What the exercise asks:
In the lines below, count those containing the word "Villacher" and give the number alone.

Supplied material:
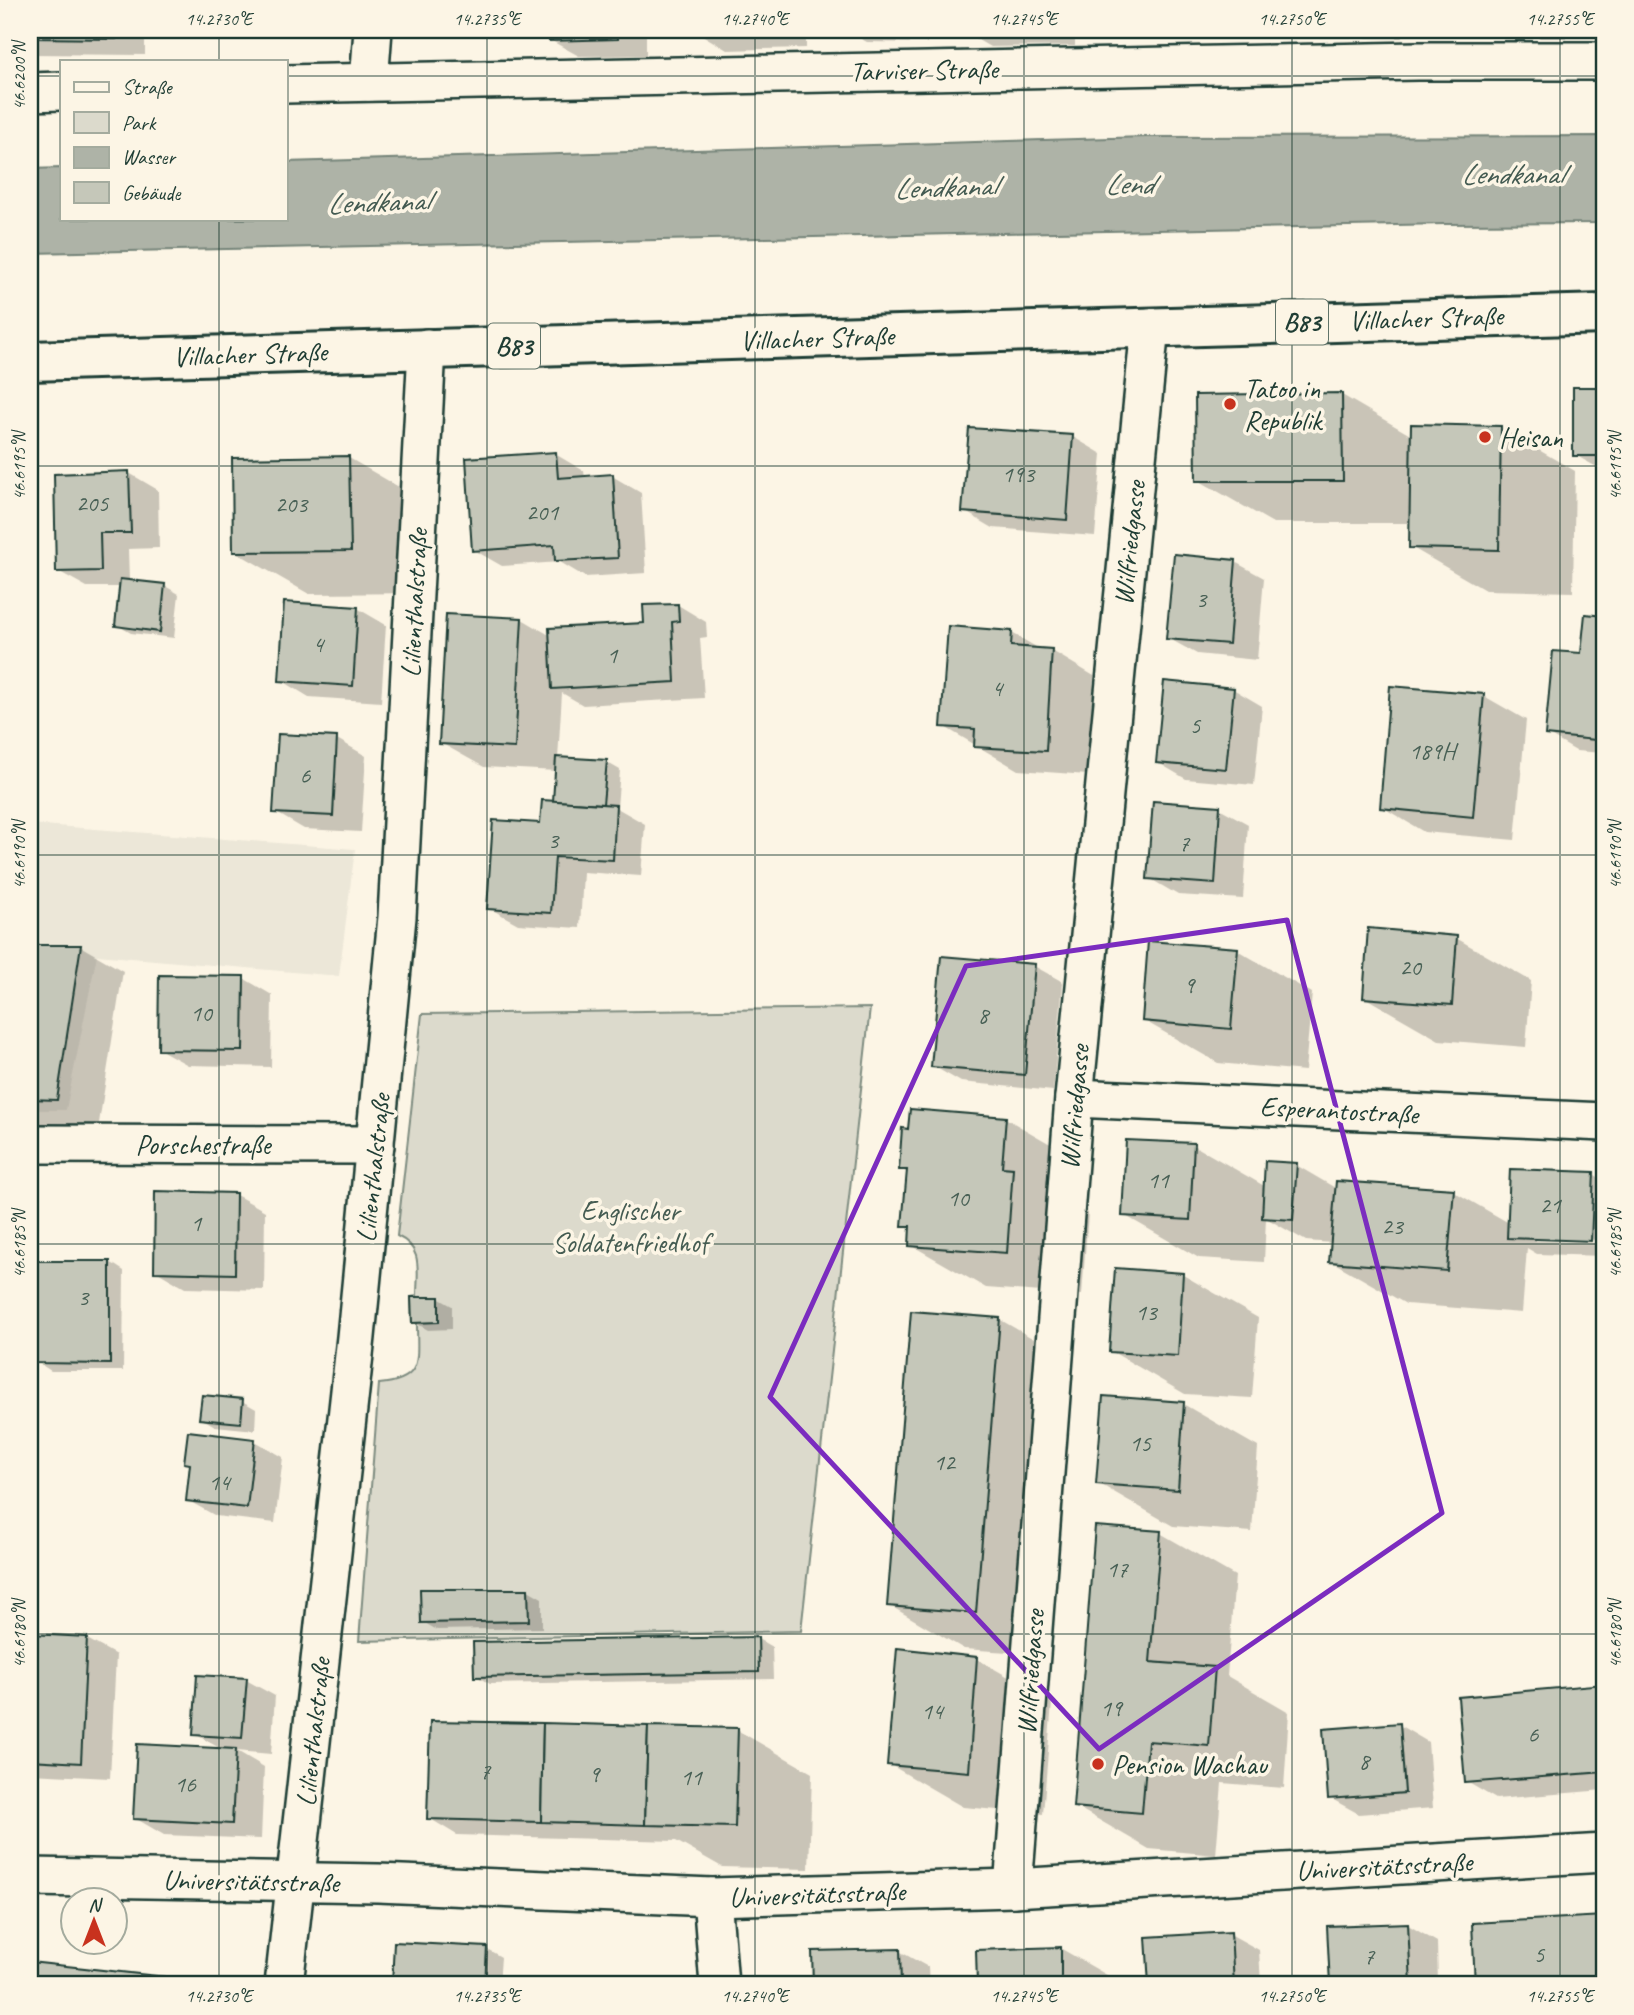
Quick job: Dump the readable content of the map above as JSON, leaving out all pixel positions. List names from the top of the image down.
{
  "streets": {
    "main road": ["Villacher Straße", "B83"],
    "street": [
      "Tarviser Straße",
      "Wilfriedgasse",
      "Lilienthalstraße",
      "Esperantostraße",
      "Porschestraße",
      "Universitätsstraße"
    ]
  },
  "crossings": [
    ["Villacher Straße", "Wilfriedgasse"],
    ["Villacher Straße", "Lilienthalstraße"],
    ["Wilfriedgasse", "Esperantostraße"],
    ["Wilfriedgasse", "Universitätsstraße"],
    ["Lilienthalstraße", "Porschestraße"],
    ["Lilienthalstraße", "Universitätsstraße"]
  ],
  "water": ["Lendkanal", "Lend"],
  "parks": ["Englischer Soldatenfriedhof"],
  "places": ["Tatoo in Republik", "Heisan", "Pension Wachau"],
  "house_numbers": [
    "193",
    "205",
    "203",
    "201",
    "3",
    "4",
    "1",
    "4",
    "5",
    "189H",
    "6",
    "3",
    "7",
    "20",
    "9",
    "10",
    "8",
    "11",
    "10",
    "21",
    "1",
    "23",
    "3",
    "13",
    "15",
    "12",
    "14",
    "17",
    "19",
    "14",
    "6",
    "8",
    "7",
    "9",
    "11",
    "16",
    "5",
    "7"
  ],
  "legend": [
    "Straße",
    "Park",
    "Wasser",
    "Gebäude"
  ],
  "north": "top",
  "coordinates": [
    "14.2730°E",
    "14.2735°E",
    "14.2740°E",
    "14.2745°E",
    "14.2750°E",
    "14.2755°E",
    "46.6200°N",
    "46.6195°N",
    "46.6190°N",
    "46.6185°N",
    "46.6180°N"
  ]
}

Solution to the problem:
3